Work instructions: Locate every line below that contains the word "overflow" and copy it.

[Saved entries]
>>>>
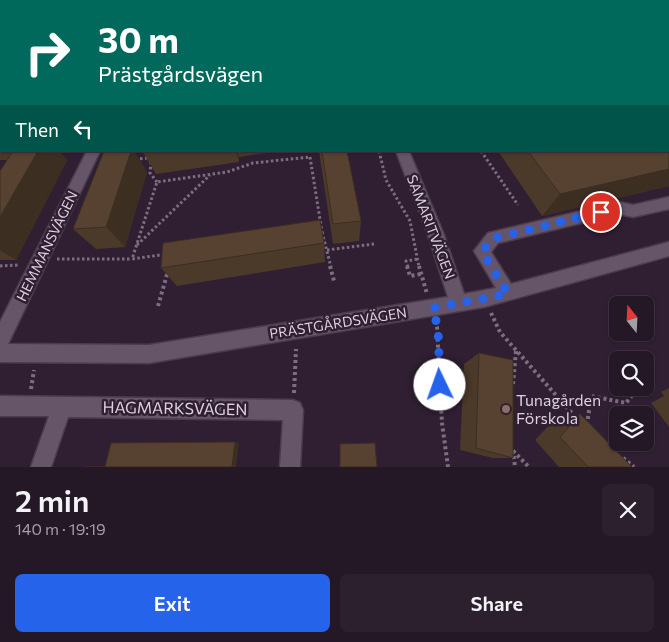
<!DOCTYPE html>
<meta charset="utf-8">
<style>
:root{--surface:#241726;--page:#2c202e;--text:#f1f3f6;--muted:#a39fa7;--line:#413643;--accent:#2563eb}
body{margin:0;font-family:Commissioner,sans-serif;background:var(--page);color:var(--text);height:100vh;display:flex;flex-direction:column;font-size:19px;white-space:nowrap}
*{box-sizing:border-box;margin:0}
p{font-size:16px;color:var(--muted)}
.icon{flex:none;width:28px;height:28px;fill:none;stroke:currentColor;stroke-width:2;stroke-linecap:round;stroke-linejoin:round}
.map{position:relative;height:467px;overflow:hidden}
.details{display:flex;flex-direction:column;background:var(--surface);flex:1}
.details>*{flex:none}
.hud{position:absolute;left:0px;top:0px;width:670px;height:152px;box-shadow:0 1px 4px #0004,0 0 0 1px var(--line);background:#00695c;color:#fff;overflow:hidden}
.needle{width:32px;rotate:342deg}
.buttons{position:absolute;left:609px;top:296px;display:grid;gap:10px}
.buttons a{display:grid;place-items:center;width:45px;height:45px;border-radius:8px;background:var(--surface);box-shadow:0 1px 4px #0004,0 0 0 1px var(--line);font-size:25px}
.pin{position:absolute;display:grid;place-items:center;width:42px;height:42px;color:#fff;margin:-21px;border:2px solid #fff;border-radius:50%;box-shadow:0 1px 5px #0007}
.me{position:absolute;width:55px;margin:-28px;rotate:357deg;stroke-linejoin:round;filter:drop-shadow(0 0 4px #0008)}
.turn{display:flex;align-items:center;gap:18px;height:105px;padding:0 15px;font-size:22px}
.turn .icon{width:65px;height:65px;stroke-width:2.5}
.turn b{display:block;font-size:35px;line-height:42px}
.then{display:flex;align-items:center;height:48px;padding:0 15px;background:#0003;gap:10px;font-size:19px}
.round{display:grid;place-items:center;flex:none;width:52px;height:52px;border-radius:8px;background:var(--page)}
.summary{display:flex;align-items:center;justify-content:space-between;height:85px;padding:0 15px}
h1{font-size:30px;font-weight:600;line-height:38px}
.action{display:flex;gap:10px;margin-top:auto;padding:10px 15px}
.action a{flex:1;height:58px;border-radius:8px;background:var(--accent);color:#fff;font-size:20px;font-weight:600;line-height:58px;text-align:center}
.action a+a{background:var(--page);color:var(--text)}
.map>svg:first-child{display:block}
</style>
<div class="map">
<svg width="669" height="467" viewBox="0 0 669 467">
<rect width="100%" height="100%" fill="#301f32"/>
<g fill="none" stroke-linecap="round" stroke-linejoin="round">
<defs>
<g id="minor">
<path d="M609,0H621L622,1H610Z"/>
<path d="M87,151H100L8,344L149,345L448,297L428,235L396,151H409L444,235L464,294L496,288L474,251L488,233L619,202L633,205L669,197V209L633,217L619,214L498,243L491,252L511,284L669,242V256L484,307L149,363L0,362V322Z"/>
<path d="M0,396L293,400L300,403L303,410L300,467H280L283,420L68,417L51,467H31L49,416H0Z"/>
</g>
</defs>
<!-- minor casing -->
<use href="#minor" stroke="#4a3c4c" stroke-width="3"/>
<!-- path-far2 -->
<path stroke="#7c6e7e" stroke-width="2" stroke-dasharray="2 2" stroke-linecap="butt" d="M174,0L178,1"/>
<!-- path-far1 -->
<g stroke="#7c6e7e" stroke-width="3" stroke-dasharray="2.5 2.5" stroke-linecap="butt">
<path d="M379,151L386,180L410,221L419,267"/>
<path d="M481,151L518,205"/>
<path d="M310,157L322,232L132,259L157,182L227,172L253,163Z"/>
<path d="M135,159L149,158"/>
<path d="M151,162L150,173L157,182"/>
<path d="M322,232L331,267"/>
<path d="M137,245L210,175"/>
<path d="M327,250L374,244"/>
<path d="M57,259H132"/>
<path d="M0,266L19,265"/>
<path d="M408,267L406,261L418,259"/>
</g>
<!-- path -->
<g stroke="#7c6e7e" stroke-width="4" stroke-dasharray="3 3" stroke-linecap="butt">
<path d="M330,266L334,281"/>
<path d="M407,266L410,276L421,274"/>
<path d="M419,266L427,294"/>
<path d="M158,306L168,271"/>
<path d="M491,313L500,332L577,419"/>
<path d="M435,321L437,327L442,423L448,467"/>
<path d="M513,384L516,351"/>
<path d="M31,389L34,370"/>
<path d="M294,393L296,349"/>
<path d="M587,425L591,396L626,403L638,388"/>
<path d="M513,450L515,467"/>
<path d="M513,451L529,467"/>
<path d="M623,458L634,467"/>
</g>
<!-- minor -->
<use href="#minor" fill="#665469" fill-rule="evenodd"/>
</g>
<!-- wall -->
<g fill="#4b392a">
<path d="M454,0H505L506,1H453Z"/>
<path d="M0,121H1V151H59L67,160L16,260H0V171L7,160H0Z"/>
<path d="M142,151H280L239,157V162L156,174Z"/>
<path d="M319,151H347L361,221L359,241L333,244Z"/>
<path d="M498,151H669V186L542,216Z"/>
<path d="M147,172L125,247L96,249L73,229Z"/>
<path d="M324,243L325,262L177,286L161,268Z"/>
<path d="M479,353L513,458H493L460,450L464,364Z"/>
<path d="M669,388V427L651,403L664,396L661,392Z"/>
<path d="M580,414L632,467H559L535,440L554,420Z"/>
</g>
<!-- shaded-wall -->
<g fill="#3d2e22">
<path d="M149,0H168V1H147Z"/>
<path d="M0,54L1,55V83L0,85Z"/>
<path d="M36,151H59L67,160L16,260L0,250V217Z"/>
<path d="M131,151H134L147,172L125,247L106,227Z"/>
<path d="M236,151H237L239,157V162Z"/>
<path d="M669,169V186L542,216L560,194Z"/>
<path d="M235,442L239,443L236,467H232Z"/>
</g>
<!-- building -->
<g fill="#574231" stroke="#3d2e22">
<path d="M104,0H149L147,1H102Z"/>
<path d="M274,0H318L317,1H278Z"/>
<path d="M352,0H372L371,1H351Z"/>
<path d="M467,0H505L506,1H468Z"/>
<path d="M669,59V169L560,194L528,151H669Z"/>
<rect x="0" y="121" width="1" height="16"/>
<path d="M13,151H38L0,217V171Z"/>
<path d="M104,151H131L106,227L73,229Z"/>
<path d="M322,151H347L361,221L333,224Z"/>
<path d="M320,220L324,243L161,268L163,243Z"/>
<path d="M479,353L513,360V458L476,448Z"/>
<path d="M580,414L632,467H588L560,437Z"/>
<path d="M235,442L232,467H84H105L111,443Z"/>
<path d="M375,443L377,467H340V444Z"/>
</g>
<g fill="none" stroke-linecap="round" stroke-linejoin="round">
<!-- route -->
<path stroke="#2563eb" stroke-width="9" stroke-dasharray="0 16.2" d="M440,385L438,327L432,308L508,294L482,251L494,238L601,212"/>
</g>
<!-- markers -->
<circle fill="#8d6e63" stroke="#301f32" stroke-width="2" cx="506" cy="409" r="5"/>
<g text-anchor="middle" stroke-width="5" stroke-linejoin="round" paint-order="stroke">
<!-- street labels -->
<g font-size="14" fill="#dcd1dd" stroke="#301f32">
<text transform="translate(431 227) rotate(69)" y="5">SAMARITVÄGEN</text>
<text transform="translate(47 246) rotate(-64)" y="5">HEMMANSVÄGEN</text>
<text transform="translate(338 323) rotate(-9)" y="5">PRÄSTGÅRDSVÄGEN</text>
</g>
<!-- near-poi labels -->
<g font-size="16" fill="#dcd1dd" stroke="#301f32" text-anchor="start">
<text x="516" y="406">Tunagården<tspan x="516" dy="18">Förskola</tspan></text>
</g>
<!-- near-street labels -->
<g font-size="16" fill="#dcd1dd" stroke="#301f32">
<text transform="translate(175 408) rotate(1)" y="6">HAGMARKSVÄGEN</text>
</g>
</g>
</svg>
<div class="buttons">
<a><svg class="needle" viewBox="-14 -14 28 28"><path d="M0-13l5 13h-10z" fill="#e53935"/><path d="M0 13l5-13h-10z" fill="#a39fa7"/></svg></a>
<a><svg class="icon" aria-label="search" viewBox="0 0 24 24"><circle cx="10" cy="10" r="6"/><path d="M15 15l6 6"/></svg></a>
<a><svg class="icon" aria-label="layers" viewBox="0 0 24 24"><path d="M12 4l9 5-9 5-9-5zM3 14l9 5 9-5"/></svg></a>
</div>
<div class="pin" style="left:601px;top:212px;background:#d93025"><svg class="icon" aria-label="arrive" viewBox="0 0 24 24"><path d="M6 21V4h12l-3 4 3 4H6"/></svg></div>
<svg class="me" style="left:440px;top:385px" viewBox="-20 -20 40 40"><circle r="19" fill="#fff"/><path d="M0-13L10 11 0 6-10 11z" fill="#2563eb"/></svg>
<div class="hud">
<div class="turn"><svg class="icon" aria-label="right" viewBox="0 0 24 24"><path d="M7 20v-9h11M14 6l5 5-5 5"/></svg><div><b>30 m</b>Prästgårdsvägen</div></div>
<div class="then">Then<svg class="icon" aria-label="left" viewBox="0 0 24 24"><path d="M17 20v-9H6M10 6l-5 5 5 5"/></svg></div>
</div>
</div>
<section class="details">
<div class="summary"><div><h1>2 min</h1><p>140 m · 19:19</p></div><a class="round"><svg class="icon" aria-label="close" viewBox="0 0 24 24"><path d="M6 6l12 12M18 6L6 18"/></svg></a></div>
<div class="action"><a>Exit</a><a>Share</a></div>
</section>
<<<<
Response box:
.map{position:relative;height:467px;overflow:hidden}
.hud{position:absolute;left:0px;top:0px;width:670px;height:152px;box-shadow:0 1px 4px #0004,0 0 0 1px var(--line);background:#00695c;color:#fff;overflow:hidden}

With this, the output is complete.